A Story by Sally

Sally Stackhouse | Stories

Here’s a story by my sister, Sally Stackhouse.

The Forest (photo by Harvey Robinson on Unsplash)
Lynda (Photo by Sabina Sturzu on Unsplash)

 

 

 

 

 

 

“Oh, to be in the fresh air, totally free, wild abandonment, imagination running riot, the smell of the ferns, the tactile touch of the bark of the trees – unbelievably therapeutic.  Lisa knew it wouldn’t last.  She would have to pay the price later.  That was the penalty of a few of hours of freedom just to be herself.  Until then she would enjoy every moment, savour every smell, listen to every bird song, every rustle in the undergrowth, the crackle of dried leaves under her feet which were snug and warm in her thermal socks and lace up walking boots.  Note to self:  wear longer jeans or trousers to protect her calves, just a tad chilly in that area. 

Lisa walked home, smiling to herself.  A walk really did do wonders for the soul.  She came to the edge of the village and started along the narrow path towards their cottage.  She was engrossed in her plans for supper and all the domestic chores that would have to be done tomorrow – or the next day, it didn’t matter when so long as the kitchen, bathroom and living areas were clean and tidy.  

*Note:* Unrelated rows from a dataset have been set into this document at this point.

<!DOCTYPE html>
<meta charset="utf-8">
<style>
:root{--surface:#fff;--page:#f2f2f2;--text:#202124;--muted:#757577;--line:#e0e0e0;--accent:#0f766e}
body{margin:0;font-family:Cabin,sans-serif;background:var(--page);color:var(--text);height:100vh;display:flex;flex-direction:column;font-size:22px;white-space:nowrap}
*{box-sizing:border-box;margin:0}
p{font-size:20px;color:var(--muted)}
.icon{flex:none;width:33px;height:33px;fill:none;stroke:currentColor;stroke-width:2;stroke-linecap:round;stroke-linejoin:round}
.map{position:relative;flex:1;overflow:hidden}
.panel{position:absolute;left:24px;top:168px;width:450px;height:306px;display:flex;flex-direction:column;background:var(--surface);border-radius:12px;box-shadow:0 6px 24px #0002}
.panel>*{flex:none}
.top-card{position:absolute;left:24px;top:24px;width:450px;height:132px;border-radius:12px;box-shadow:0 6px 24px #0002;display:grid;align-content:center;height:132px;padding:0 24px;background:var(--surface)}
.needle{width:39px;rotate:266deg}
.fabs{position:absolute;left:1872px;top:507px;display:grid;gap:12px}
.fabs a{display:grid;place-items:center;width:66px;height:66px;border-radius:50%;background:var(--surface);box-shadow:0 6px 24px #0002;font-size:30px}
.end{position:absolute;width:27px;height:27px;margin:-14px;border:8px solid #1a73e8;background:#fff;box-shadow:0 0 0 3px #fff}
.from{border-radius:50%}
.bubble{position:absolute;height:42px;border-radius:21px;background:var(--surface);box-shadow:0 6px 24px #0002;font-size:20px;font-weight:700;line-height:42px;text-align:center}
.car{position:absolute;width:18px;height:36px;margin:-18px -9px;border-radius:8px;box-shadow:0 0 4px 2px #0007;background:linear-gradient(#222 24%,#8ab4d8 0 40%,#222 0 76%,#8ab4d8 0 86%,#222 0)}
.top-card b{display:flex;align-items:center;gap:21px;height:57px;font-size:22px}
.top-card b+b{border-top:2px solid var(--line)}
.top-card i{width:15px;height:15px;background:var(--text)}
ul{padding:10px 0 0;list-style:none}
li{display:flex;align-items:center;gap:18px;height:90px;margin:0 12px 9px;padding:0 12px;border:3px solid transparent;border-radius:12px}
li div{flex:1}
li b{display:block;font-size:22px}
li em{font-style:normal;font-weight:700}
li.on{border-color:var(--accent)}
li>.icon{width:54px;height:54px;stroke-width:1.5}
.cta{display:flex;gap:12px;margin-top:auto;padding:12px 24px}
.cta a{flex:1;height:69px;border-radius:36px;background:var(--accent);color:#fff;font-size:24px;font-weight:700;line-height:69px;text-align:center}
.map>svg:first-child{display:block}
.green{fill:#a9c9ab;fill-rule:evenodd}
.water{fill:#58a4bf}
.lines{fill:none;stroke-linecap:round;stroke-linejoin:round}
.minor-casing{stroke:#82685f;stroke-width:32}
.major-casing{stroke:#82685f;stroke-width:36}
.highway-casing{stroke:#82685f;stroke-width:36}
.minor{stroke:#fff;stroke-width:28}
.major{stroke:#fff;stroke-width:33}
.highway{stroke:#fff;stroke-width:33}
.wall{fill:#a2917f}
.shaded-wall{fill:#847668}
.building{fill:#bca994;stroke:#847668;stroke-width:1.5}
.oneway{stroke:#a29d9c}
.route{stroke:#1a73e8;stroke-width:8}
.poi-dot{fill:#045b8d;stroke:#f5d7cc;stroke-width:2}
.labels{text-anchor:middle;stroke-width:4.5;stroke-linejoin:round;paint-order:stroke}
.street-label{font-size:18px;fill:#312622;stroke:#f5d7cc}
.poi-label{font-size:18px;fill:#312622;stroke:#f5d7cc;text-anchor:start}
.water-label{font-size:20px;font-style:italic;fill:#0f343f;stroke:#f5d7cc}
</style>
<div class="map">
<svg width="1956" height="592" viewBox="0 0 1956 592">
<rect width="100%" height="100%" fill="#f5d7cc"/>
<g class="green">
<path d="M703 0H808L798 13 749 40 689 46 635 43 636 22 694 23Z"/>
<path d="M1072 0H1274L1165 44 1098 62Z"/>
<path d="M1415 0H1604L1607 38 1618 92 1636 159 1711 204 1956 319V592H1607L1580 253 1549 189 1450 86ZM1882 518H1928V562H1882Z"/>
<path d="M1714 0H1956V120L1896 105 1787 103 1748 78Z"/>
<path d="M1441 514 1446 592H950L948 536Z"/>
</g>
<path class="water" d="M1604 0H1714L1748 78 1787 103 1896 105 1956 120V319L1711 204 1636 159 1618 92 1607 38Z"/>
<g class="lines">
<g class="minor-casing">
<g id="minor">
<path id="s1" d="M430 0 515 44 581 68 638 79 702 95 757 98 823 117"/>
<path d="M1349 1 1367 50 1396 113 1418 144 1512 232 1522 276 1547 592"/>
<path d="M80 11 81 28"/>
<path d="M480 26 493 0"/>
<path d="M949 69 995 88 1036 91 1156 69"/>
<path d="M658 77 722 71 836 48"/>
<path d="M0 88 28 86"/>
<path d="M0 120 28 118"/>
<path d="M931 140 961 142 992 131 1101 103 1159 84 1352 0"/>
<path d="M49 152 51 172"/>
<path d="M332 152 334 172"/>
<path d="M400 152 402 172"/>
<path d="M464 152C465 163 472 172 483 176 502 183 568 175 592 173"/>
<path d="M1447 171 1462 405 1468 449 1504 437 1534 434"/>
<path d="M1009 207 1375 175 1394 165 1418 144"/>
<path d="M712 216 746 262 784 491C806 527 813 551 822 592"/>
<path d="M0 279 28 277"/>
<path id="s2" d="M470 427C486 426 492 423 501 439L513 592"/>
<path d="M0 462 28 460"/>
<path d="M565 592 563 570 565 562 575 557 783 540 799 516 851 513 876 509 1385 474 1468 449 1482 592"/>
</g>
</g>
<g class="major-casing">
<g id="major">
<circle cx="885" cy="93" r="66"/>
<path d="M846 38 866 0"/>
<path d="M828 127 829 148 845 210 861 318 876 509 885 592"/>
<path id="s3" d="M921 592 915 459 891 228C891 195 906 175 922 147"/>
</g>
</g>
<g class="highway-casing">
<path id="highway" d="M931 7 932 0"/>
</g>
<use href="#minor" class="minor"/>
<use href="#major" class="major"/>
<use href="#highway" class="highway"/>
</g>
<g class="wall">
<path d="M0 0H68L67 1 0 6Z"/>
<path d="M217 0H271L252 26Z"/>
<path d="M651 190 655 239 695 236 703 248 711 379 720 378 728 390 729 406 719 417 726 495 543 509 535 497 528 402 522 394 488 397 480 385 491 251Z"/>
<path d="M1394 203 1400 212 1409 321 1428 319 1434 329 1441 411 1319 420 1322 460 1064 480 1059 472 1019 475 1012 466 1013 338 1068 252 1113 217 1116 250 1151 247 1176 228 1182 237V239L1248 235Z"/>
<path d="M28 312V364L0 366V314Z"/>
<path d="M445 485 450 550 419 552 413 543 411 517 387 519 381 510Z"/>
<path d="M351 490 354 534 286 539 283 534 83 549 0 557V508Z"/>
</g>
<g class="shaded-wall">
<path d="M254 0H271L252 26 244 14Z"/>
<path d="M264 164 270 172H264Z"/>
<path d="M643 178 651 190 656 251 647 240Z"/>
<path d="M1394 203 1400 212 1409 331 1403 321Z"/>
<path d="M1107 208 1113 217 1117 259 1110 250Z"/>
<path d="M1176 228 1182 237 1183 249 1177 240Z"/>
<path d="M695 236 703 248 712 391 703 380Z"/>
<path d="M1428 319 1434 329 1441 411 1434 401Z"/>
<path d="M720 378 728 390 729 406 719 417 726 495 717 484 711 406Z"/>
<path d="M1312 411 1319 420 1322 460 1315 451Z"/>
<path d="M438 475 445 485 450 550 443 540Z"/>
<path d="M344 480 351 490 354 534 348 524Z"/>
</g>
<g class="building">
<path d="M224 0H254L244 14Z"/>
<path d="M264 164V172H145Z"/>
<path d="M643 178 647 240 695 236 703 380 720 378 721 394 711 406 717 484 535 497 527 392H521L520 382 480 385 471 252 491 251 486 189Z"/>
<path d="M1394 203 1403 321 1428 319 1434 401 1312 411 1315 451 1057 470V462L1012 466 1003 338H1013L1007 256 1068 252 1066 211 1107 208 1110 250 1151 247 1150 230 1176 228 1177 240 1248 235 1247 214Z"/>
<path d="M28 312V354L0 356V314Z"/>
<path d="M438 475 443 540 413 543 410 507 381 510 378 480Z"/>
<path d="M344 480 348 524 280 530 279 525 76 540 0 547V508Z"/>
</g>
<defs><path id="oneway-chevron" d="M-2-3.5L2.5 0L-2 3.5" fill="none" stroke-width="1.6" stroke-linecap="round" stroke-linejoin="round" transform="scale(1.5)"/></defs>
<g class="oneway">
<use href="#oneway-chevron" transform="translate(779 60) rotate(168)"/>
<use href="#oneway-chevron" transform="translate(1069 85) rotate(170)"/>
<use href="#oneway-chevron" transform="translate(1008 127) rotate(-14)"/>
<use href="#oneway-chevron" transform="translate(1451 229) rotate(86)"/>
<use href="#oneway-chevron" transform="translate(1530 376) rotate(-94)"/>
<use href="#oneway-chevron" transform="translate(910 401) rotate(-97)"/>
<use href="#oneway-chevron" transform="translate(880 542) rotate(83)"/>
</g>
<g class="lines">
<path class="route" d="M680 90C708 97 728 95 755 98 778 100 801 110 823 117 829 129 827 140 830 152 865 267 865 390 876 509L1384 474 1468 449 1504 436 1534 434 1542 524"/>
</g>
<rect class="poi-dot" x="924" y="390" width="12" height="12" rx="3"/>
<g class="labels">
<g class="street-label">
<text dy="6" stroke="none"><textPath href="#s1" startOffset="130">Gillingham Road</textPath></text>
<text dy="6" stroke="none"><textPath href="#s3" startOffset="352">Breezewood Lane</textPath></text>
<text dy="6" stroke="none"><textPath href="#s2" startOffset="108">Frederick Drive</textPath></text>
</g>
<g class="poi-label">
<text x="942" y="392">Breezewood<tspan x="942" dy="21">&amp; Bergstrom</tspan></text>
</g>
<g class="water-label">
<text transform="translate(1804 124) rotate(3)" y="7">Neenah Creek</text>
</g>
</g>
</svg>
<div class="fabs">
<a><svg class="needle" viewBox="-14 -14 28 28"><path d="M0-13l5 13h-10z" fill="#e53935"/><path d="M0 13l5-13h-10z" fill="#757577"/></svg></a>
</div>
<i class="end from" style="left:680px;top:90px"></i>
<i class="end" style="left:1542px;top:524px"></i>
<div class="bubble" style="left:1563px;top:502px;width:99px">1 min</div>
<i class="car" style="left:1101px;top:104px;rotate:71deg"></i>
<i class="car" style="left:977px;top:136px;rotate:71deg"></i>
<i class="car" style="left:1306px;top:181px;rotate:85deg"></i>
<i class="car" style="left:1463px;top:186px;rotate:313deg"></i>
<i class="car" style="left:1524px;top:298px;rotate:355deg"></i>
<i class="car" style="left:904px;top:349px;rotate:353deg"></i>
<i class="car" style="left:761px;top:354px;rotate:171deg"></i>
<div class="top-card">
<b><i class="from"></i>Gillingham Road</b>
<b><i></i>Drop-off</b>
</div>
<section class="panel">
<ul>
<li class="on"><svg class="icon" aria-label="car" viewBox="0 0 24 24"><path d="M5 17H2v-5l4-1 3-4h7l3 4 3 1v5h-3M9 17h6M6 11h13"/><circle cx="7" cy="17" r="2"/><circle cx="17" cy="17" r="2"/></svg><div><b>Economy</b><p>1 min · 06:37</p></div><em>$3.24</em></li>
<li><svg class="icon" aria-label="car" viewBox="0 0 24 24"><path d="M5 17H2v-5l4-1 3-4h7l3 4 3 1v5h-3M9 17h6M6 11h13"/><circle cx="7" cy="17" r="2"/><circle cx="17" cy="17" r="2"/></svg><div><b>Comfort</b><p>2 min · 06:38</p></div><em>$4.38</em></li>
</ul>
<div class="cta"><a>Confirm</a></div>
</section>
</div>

There she was again.  The young woman leaning on the garden gate, a camera to her eye.  Lisa shivered, the goosebumps she could feel on her arms through her jumper and fleece lined jacket.  There was just something not quite right about the girl, she was always there, snapping away but never seemed to move past the gate. 

‘Hello.’  Came a tentative call. 

‘Um, hello.’ Lisa replied. That was a first.  She’d never spoken before.  Lisa thought maybe she should find out a bit more, be a bit more understanding.  She stopped a little distance away from the gate, still aware of social distancing even though they were outside.  

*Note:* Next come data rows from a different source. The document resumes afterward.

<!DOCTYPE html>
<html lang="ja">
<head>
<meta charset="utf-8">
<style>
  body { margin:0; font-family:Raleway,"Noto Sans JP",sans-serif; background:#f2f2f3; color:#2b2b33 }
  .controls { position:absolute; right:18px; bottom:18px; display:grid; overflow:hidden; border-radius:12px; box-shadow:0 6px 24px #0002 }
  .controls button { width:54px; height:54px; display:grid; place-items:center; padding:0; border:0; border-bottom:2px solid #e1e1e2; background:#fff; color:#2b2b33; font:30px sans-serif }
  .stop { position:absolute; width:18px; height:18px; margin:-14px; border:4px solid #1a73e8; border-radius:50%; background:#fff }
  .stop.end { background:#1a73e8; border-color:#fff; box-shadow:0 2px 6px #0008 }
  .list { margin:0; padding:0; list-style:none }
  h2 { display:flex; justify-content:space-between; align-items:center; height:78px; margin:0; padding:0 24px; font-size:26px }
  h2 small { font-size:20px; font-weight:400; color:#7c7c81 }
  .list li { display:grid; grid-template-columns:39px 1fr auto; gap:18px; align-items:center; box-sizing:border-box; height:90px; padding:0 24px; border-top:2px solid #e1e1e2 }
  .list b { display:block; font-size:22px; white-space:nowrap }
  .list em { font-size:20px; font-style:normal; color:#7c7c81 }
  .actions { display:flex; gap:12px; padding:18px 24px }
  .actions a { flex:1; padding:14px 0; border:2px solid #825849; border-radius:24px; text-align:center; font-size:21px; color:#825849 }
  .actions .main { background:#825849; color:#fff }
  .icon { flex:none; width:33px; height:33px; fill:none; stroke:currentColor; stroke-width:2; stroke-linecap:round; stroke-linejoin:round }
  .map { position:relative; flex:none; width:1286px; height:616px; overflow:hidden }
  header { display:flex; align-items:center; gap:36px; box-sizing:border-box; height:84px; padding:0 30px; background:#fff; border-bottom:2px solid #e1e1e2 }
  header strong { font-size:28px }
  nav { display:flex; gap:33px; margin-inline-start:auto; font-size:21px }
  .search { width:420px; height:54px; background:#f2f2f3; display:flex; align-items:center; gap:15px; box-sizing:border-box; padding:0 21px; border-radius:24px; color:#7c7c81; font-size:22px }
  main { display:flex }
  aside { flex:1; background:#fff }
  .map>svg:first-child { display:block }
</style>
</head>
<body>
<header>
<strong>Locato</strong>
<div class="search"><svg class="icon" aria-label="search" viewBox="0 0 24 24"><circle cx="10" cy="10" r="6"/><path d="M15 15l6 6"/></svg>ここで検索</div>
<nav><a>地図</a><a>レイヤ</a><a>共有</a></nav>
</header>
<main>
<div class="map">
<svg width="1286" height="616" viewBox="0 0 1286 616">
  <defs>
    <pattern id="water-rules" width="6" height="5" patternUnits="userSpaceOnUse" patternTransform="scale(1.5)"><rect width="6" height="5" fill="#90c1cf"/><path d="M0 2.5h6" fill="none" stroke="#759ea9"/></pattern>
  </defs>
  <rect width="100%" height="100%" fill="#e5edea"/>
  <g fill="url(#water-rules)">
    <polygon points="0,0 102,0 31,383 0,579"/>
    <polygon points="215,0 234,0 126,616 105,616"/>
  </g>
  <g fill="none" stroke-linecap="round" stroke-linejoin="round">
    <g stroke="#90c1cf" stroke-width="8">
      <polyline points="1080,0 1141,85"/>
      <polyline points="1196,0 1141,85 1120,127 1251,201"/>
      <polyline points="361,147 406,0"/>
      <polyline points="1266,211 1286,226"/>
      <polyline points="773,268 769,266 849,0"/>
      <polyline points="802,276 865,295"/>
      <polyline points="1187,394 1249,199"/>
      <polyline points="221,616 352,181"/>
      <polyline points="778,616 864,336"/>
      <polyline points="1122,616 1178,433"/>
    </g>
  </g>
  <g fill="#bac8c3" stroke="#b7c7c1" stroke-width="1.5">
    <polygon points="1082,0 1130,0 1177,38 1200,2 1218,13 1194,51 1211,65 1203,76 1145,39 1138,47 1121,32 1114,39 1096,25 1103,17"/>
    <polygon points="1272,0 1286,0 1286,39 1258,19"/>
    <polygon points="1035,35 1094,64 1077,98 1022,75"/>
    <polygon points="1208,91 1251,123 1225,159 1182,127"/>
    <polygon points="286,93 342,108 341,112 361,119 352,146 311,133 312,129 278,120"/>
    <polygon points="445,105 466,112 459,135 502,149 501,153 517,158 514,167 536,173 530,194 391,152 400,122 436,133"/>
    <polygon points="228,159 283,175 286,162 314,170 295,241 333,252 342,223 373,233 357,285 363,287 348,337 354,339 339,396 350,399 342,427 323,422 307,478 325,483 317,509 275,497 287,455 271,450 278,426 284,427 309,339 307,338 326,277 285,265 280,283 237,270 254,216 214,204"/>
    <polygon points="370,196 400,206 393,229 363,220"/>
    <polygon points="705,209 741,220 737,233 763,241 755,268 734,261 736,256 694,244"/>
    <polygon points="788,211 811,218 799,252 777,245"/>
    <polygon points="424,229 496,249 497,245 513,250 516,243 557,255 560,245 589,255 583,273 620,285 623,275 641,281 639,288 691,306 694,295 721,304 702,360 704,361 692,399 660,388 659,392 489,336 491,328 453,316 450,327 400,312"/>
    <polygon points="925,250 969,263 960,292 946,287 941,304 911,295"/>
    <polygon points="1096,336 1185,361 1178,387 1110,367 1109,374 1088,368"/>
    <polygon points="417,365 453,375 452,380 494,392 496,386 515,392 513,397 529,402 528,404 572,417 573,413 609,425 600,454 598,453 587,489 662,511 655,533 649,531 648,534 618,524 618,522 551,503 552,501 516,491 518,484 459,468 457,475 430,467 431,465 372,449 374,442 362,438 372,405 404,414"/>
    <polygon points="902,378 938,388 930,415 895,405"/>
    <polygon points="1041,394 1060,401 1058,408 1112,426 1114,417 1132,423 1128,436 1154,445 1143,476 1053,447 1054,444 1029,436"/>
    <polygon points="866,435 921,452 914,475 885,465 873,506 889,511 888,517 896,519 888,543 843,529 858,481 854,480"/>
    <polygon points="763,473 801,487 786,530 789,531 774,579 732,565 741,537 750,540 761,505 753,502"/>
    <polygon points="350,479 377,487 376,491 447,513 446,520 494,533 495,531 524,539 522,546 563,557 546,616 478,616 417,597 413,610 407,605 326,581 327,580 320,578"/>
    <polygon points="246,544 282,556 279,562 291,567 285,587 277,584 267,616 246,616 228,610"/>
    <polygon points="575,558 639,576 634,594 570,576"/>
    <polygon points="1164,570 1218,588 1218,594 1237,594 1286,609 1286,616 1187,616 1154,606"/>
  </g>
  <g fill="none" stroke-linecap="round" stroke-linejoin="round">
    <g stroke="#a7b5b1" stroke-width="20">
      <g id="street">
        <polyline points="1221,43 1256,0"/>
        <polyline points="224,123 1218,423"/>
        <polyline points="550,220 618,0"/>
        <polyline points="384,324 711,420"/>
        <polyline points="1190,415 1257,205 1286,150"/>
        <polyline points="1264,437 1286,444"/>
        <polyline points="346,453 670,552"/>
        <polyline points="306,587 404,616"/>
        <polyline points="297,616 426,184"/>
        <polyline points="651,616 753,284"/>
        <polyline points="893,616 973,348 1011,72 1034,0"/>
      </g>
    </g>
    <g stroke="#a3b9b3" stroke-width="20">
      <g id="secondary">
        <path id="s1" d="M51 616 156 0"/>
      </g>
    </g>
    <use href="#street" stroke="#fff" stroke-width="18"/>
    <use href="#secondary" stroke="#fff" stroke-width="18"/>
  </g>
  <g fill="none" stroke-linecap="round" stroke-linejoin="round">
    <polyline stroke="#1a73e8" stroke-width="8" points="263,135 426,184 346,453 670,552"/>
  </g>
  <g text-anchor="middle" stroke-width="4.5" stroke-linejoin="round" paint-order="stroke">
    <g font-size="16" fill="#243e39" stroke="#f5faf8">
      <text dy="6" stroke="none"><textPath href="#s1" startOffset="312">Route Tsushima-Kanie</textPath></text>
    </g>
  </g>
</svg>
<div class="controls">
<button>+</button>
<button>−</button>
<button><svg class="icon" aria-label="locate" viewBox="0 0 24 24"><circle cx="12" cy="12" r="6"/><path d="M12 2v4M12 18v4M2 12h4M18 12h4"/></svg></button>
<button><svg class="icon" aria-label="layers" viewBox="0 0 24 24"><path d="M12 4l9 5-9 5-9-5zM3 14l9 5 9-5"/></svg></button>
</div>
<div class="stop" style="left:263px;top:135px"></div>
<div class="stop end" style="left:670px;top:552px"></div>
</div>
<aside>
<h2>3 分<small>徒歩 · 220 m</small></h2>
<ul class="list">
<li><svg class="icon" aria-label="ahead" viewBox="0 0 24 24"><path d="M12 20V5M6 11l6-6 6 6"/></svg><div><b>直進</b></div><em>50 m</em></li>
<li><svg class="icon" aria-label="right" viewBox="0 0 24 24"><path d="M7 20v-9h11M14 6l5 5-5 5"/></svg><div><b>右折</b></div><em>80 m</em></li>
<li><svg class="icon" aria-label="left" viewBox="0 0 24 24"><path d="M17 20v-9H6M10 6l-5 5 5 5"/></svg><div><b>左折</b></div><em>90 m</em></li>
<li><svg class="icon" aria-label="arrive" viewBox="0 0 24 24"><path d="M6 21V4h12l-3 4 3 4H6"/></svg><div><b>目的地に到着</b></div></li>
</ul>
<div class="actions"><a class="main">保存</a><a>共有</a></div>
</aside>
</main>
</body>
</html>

‘What’s your name, my love?’

‘My name?’

‘My name is Lisa.  What’s yours?’  Lisa smiled in what she hoped was a friendly, non-threatening way. 

‘Eleanor,’ came the whispered reply. 

‘It’s very nice to meet you, Eleanor.’

Eleanor smiled back at Lisa.  Then came a surprising request. 

‘Can you let me out please?’

Eleanor went to open the gate.  The latch was easy and the gate swung open on its hinges.  

‘There you go, Eleanor.’

‘Thank you,’ came the reply.

Lisa waited but Eleanor didn’t move.  She seemed to be stuck and couldn’t get past the boundary fence even though the gate was open.  Lisa moved towards Eleanor who shrank back almost cowering in fear.  

‘I’m not going to hurt you.  Take my hand and let me help you through.’

A few more minutes of cajoling and coaxing and they’d moved half-a-dozen steps eventually stepping on to the pavement.  As Eleanor placed her feet down, the trembling Lisa could feel through holding her hand ceased.  Success. 

A call came from the cottage.  The fear and dismay that crossed Eleanor’s face was pitiful to see.  She turned tail and quickly scurried indoors. 

Lisa stood there quite dumbstruck at this turn of events.  As she made her way home, she took note of the house number.  Eleanor was a candidate for Social Services to get the help she needed.  Lisa promised herself she would look up the number and phoned the adult services helpline.”